Where is the decorum when someone famous dies? Apparently, out the window.

On Sunday, as many of you already know, retired NBA basketball player Kobe Bryant died in a helicopter crash, along with his 13-year old daughter and seven other people. You would have thought a god had died the way people fell on their faces in the street at the news of Kobe’s passing. He was a great basketball player, sure, but he was a human being like everyone else. I suppose some would say he was a “basketball god.”

I sometimes wish others who died tragically, like soldiers or police officers, were mourned the same way. I won’t say the news didn’t hit me in any way. It did. I was immediately heartbroken for his family and even more so when I leaned his daughter was on board. I never really watched Kobe play because I am not a huge basketball fan but I had definitely heard of him. He graduated school the same year as I did and I followed his career some because my brother predicted during some famous high school game that he would be drafted out of high school and be super famous. And he was, of course.

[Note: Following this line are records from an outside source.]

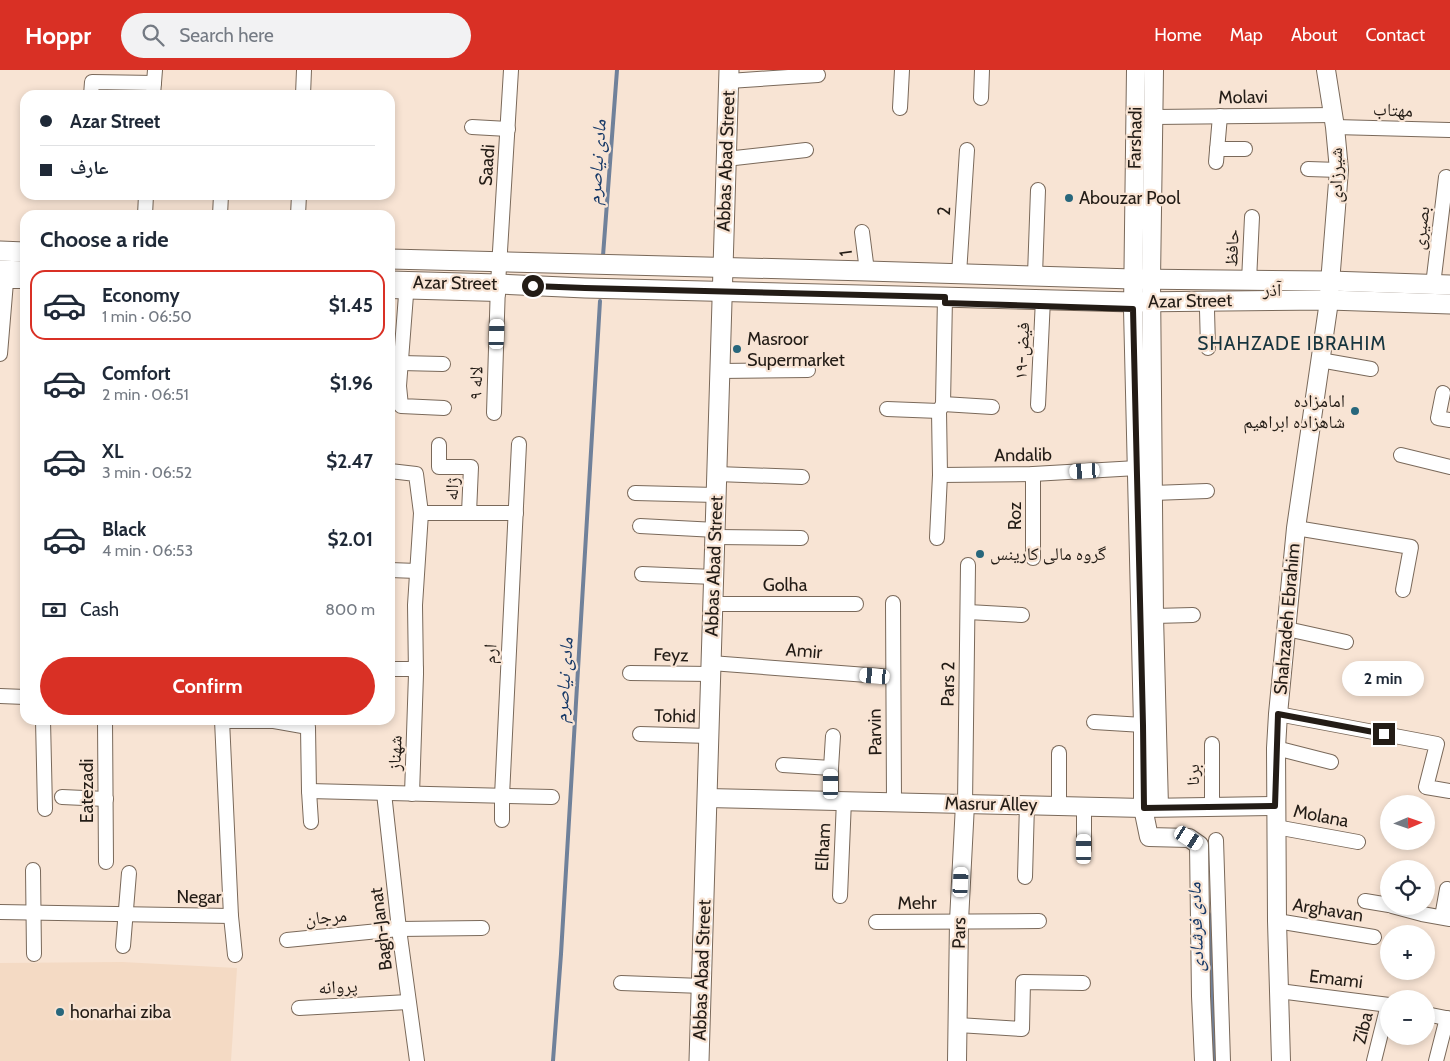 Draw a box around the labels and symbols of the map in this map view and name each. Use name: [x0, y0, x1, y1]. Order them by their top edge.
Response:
street label: Molavi: [1218, 86, 1268, 108]
street label: Abbas Abad Street: [713, 90, 739, 232]
street label: مهتاب: [1373, 98, 1413, 122]
street label: Farshadi: [1123, 107, 1147, 169]
water label: مادی نیاصرم: [582, 118, 612, 206]
street label: Saadi: [475, 143, 499, 187]
street label: شیرزادی: [1325, 147, 1347, 203]
place label: Abouzar Pool: [1079, 187, 1181, 209]
marker: Abouzar Pool: [1063, 192, 1075, 204]
street label: بصیری: [1407, 205, 1435, 251]
street label: 2: [933, 206, 955, 216]
street label: حافظ: [1220, 229, 1244, 267]
street label: 1: [835, 249, 857, 257]
street label: Azar Street: [413, 271, 497, 295]
route start: [522, 275, 544, 297]
street label: آذر: [1262, 279, 1282, 301]
street label: Azar Street: [1148, 289, 1232, 313]
car: [488, 319, 505, 349]
street label: ۱۹-فیض: [1010, 322, 1034, 380]
place label: Masroor Supermarket: [747, 328, 845, 371]
district label: SHAHZADE IBRAHIM: [1197, 332, 1387, 355]
marker: Masroor Supermarket: [731, 343, 743, 355]
street label: ۹ لاله: [464, 366, 488, 400]
place label: امامزاده شاهزاده ابراهیم: [1243, 390, 1345, 434]
marker: امامزاده شاهزاده ابراهیم: [1349, 405, 1361, 417]
street label: Andalib: [994, 443, 1052, 467]
car: [1069, 463, 1100, 479]
street label: ژاله: [441, 477, 463, 501]
street label: Abbas Abad Street: [701, 495, 727, 637]
street label: Roz: [1004, 501, 1026, 530]
street label: Shahzadeh Ebrahim: [1269, 542, 1305, 696]
place label: گروه مالی کارینس: [990, 543, 1107, 565]
marker: گروه مالی کارینس: [974, 548, 986, 560]
street label: Golha: [763, 574, 808, 596]
water label: مادی نیاصرم: [549, 636, 579, 724]
street label: Amir: [785, 638, 823, 664]
street label: ارم: [478, 643, 503, 665]
street label: Feyz: [653, 644, 689, 666]
street label: Pars 2: [937, 661, 959, 707]
callout: 2 min: [1343, 662, 1425, 696]
car: [859, 667, 890, 685]
street label: Tohid: [654, 705, 696, 727]
street label: Parvin: [864, 708, 886, 756]
route end: [1373, 723, 1395, 745]
street label: شهناز: [383, 735, 407, 772]
street label: Eatezadi: [76, 759, 98, 823]
street label: برنا: [1182, 764, 1204, 786]
car: [823, 769, 838, 799]
street label: Masrur Alley: [944, 792, 1038, 816]
north arrow: [1380, 795, 1435, 850]
street label: Molana: [1291, 800, 1351, 832]
street label: Elham: [811, 822, 835, 872]
car: [1172, 824, 1205, 852]
car: [1076, 834, 1091, 864]
car: [952, 867, 969, 897]
water label: مادی فرشادی: [1182, 882, 1209, 972]
street label: Negar: [177, 886, 222, 908]
street label: Bagh-Janat: [365, 886, 397, 972]
street label: Mehr: [897, 892, 937, 914]
street label: Arghavan: [1291, 894, 1365, 926]
street label: Abbas Abad Street: [689, 899, 715, 1041]
street label: مرجان: [304, 904, 348, 930]
street label: Pars: [948, 917, 970, 949]
street label: Emami: [1308, 965, 1364, 993]
street label: پروانه: [318, 975, 358, 999]
place label: honarhai ziba: [70, 1001, 172, 1023]
marker: honarhai ziba: [54, 1006, 66, 1018]
street label: Ziba: [1348, 1009, 1378, 1046]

Showing that we as a society have a complete lack of decorum when faced with the death of a celebrity, not even 24 hours after the accident people were putting things online between the pilot and air control, questioning if the pilot made the right decision. Others were sharing private stories about the victims before the coroner even confirmed they died. One newspaper didn’t even let the adoration last a day. By the next morning, they were already dragging skeletons out of Kobe’s closet, reminding the world Bryant had once been accused of rape. The keyword being “accused” because the case never went to trial but was instead settled out of court (although I’d say if there was settling going on then someone, ahem, was pretty sure he was guilty.).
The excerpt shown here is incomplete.